Dental contract reform – are we making progress?

Are we any closer to dental contract reform?Flexible commissioning with a new dental contract will allow dentistry to move outside of the dental practice, Michael Watson says.

It was ‘sell-out time’ at deputy CDO Eric Rooney’s talk on GDS dental contract reform at BDIA Dental Showcase.

Understandably dentists and their teams want to know what is going to happen to them and when.

The Office for the Chief Dental Officer (OCDO) stand had a leaflet containing frequently asked questions (FAQs). It also directed you for further information to the BSA website.

The FAQs stress that the government commits to reforming the current NHS dental contract.

Dental contract reform

Indeed it has been ever since December 2010. This is when the then coalition government published its proposals for piloting a new dental contract.

In a foreword to that paper, the then Health Minister, Lord Howe wrote: ‘Until now, the NHS dentistry contract has remained focused on treatment; there has been little or no incentive for dentists to practise the sort of preventative dentistry that most people today want and need.’

He added: ‘It is time for this to change.’

Nearly nine years later the large majority of the profession are still waiting for this change.

Despite pilots and prototypes there are no decisions on national roll out. Nor criteria to work out contract values, how the capitation element is weighted to reflect oral health locally and critically how patients’ charges are imposed.

General election

First year prototyping evaluation was published in May 2018. The results of the second year remain under wraps.

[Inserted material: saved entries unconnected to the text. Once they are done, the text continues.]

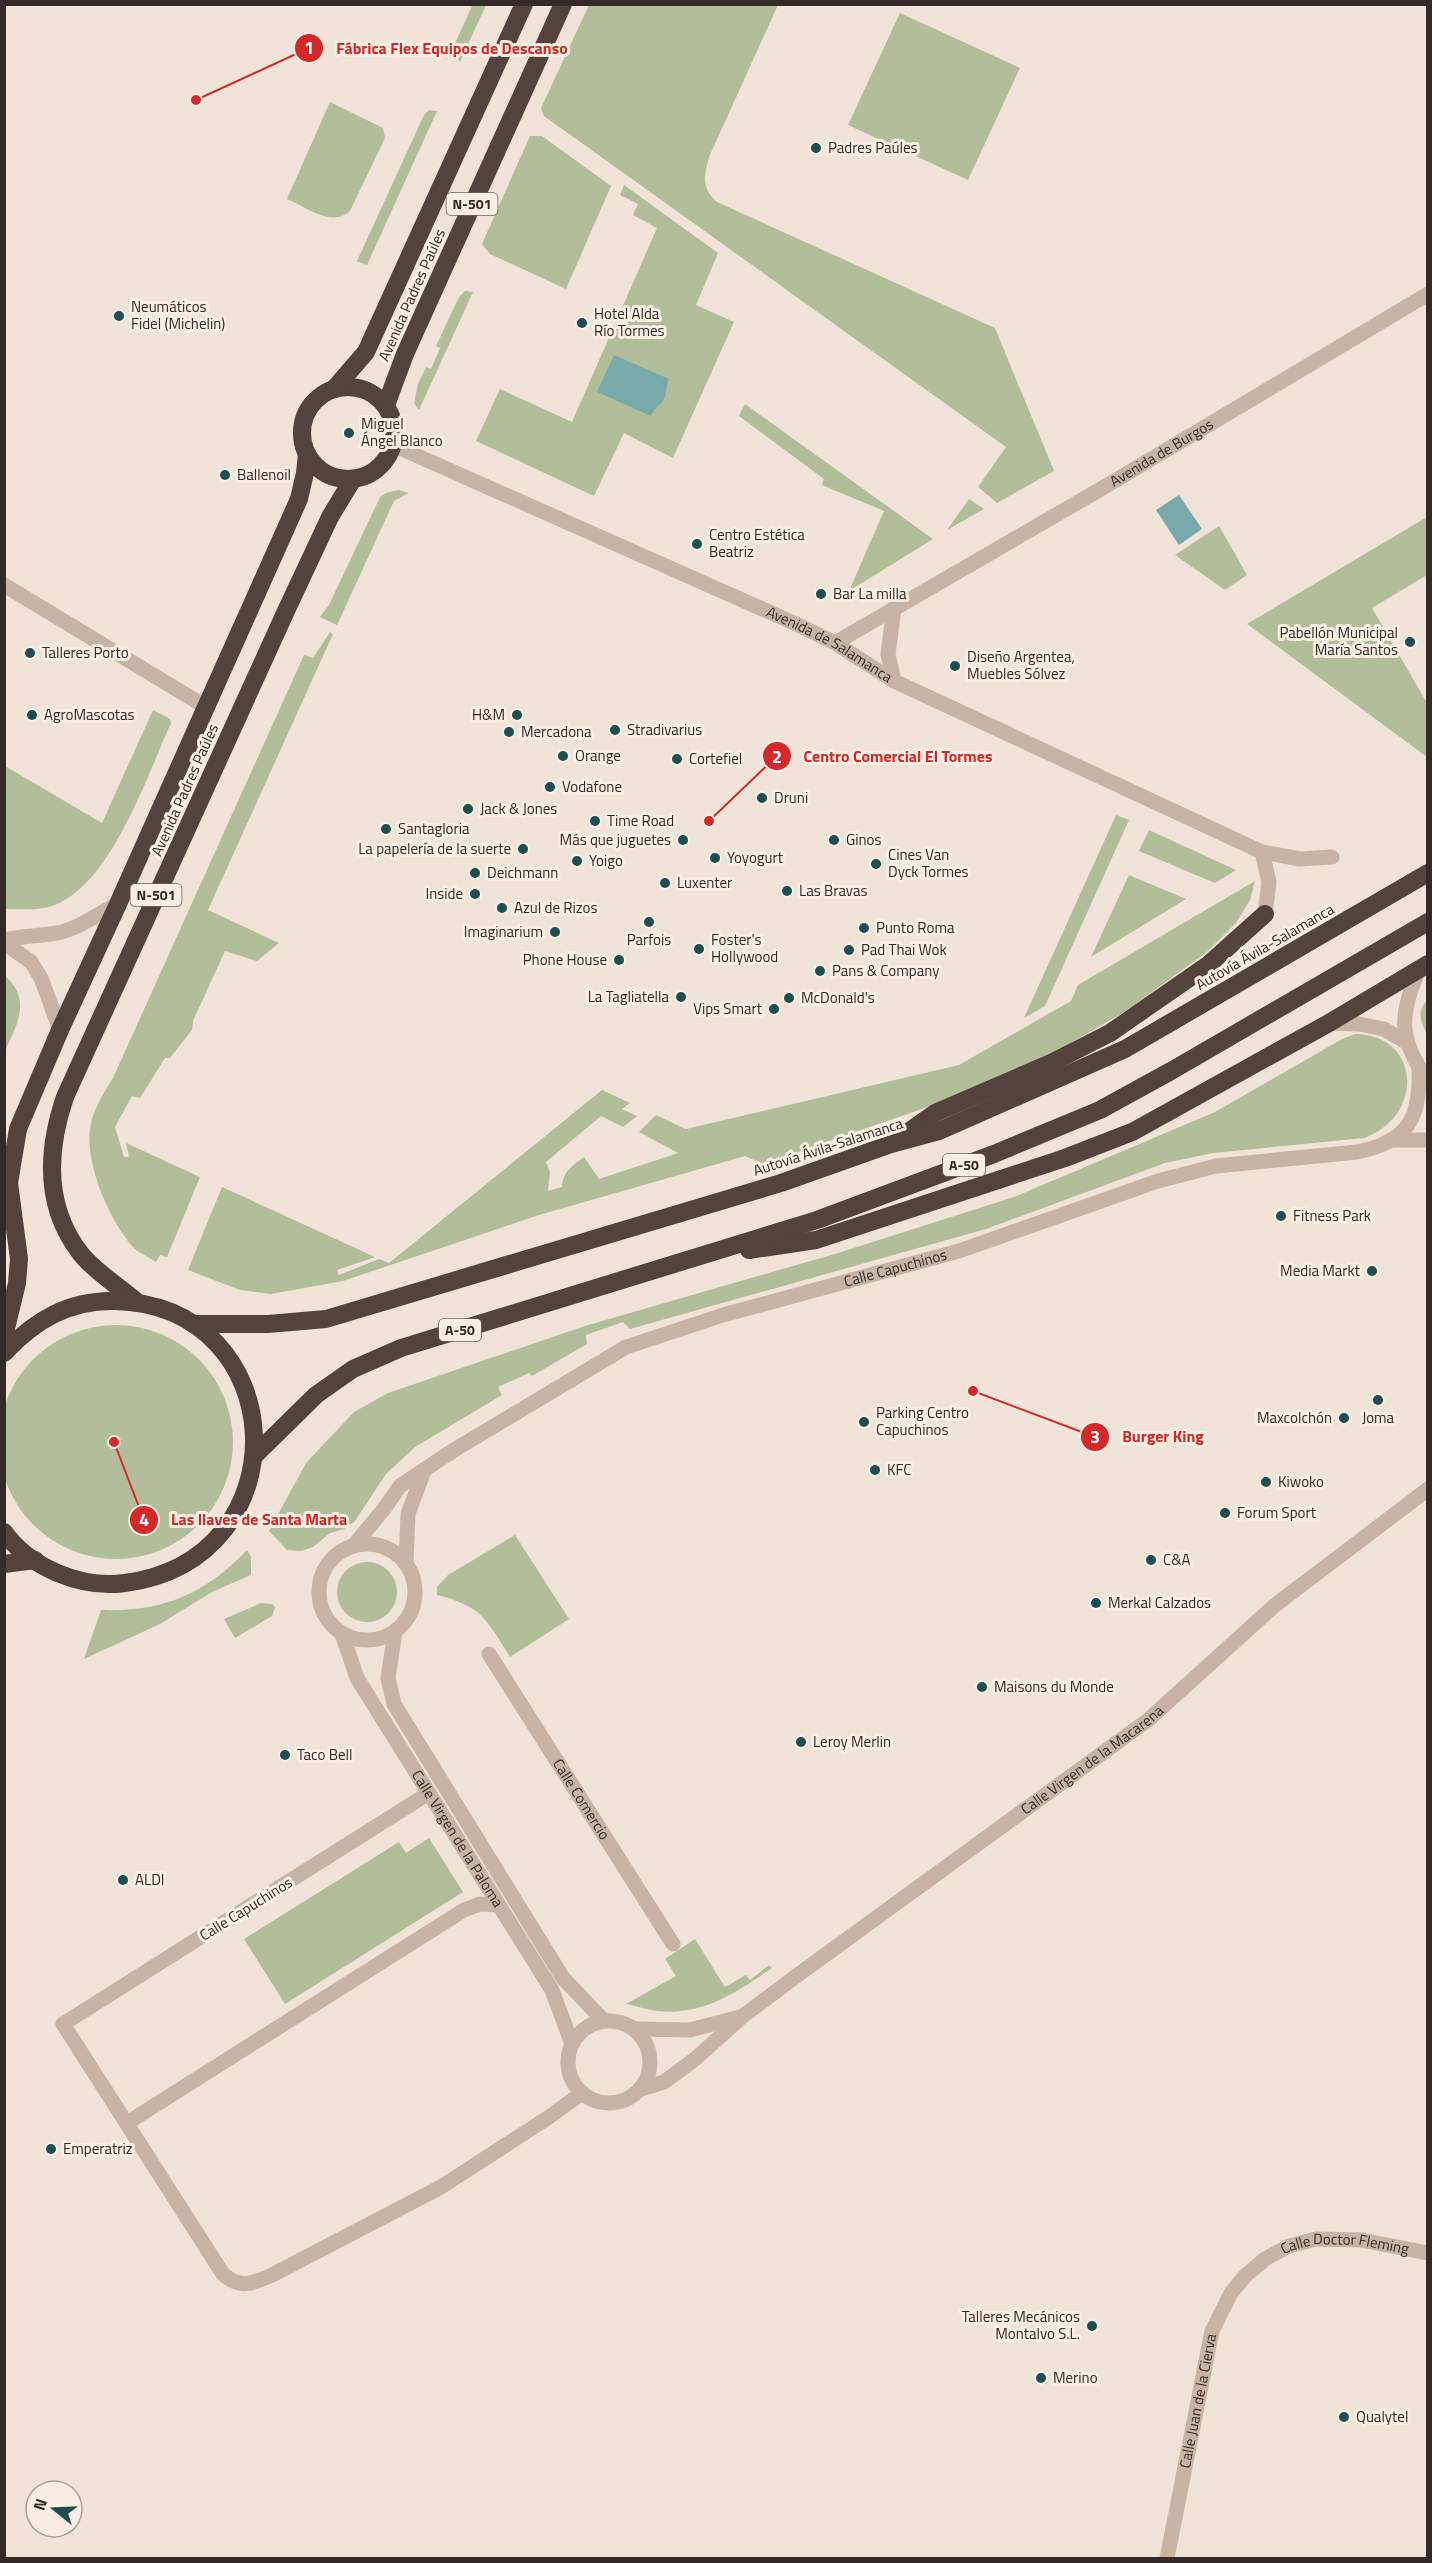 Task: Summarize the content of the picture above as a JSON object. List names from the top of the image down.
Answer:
{
  "streets": {
    "highway": [
      "N-501",
      "Avenida Padres Paúles",
      "Autovía Ávila-Salamanca",
      "A-50"
    ],
    "street": [
      "Avenida de Burgos",
      "Avenida de Salamanca",
      "Calle Capuchinos",
      "Calle Virgen de la Macarena",
      "Calle Comercio",
      "Calle Virgen de la Paloma",
      "Calle Doctor Fleming",
      "Calle Juan de la Cierva"
    ]
  },
  "crossings": [
    ["N-501", "Avenida Padres Paúles"],
    ["N-501", "Avenida de Salamanca"],
    ["Avenida Padres Paúles", "Avenida de Salamanca"],
    ["Avenida de Burgos", "Avenida de Salamanca"],
    ["Calle Capuchinos", "Calle Virgen de la Paloma"],
    ["Calle Virgen de la Macarena", "Calle Virgen de la Paloma"],
    ["Calle Doctor Fleming", "Calle Juan de la Cierva"]
  ],
  "places": [
    "Fábrica Flex Equipos de Descanso",
    "Padres Paúles",
    "Neumáticos Fidel (Michelin)",
    "Hotel Alda Río Tormes",
    "Miguel Ángel Blanco",
    "Ballenoil",
    "Centro Estética Beatriz",
    "Bar La milla",
    "Pabellón Municipal María Santos",
    "Talleres Porto",
    "Diseño Argentea, Muebles Sólvez",
    "AgroMascotas",
    "H&M",
    "Stradivarius",
    "Mercadona",
    "Orange",
    "Cortefiel",
    "Vodafone",
    "Druni",
    "Jack & Jones",
    "Time Road",
    "Centro Comercial El Tormes",
    "Santagloria",
    "Más que juguetes",
    "Ginos",
    "La papelería de la suerte",
    "Yoyogurt",
    "Yoigo",
    "Cines Van Dyck Tormes",
    "Deichmann",
    "Luxenter",
    "Las Bravas",
    "Inside",
    "Azul de Rizos",
    "Parfois",
    "Punto Roma",
    "Imaginarium",
    "Foster's Hollywood",
    "Pad Thai Wok",
    "Phone House",
    "Pans & Company",
    "La Tagliatella",
    "McDonald's",
    "Vips Smart",
    "Fitness Park",
    "Media Markt",
    "Burger King",
    "Joma",
    "Maxcolchón",
    "Parking Centro Capuchinos",
    "Las llaves de Santa Marta",
    "KFC",
    "Kiwoko",
    "Forum Sport",
    "C&A",
    "Merkal Calzados",
    "Maisons du Monde",
    "Leroy Merlin",
    "Taco Bell",
    "ALDI",
    "Emperatriz",
    "Talleres Mecánicos Montalvo S.L.",
    "Merino",
    "Qualytel"
  ],
  "north": "left"
} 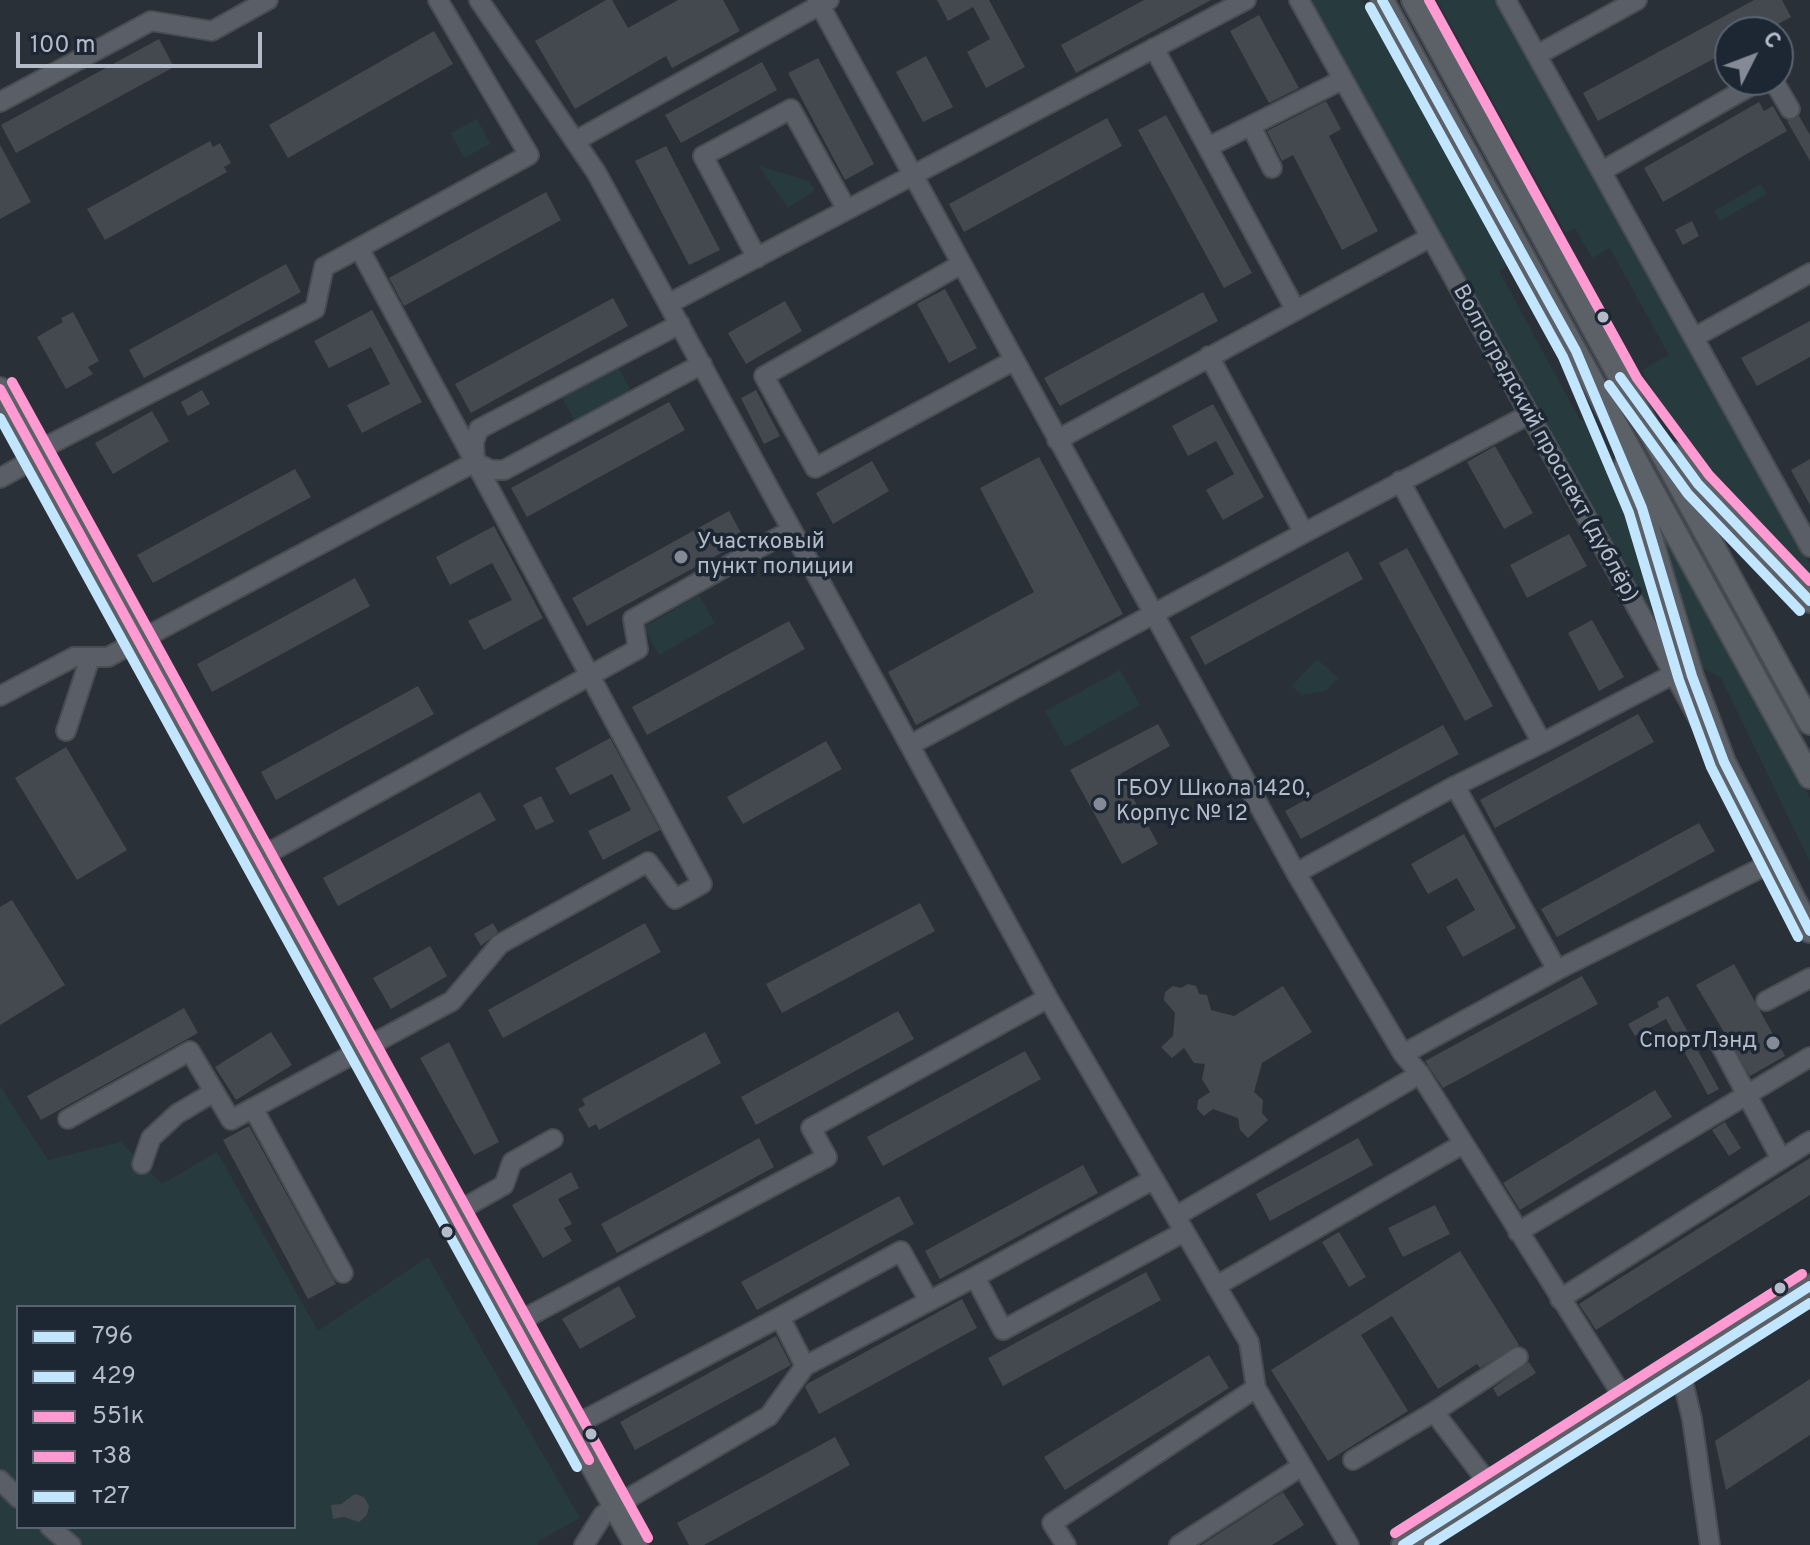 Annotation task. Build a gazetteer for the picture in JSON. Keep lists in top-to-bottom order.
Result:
{
  "streets": {
    "main road": ["Волгоградский проспект (дублёр)"]
  },
  "places": ["Участковый пункт полиции", "ГБОУ Школа 1420, Корпус № 12", "СпортЛэнд"],
  "lines": [
    "transit line 796",
    "transit line 551к",
    "transit line 429",
    "transit line т38",
    "transit line т27"
  ],
  "legend": [
    "796",
    "429",
    "551к",
    "т38",
    "т27"
  ],
  "scale_bar": "100 m",
  "north": "top right"
}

Replying to a Westminster Hall debate back in July, initiated by Tim Farron MP about poor patient access in Cumbria, the then junior Health Minister Seema Kennedy MP said that 102 practices are testing the new ‘prevention-focused’ way of delivering care nationally.

She added that NHS England was ‘considering carefully’ when the new approach is rolled out more widely across the NHS. Adding that it is important ‘we get the new contract right’. However, she was hopeful the roll-out will happen as soon as possible.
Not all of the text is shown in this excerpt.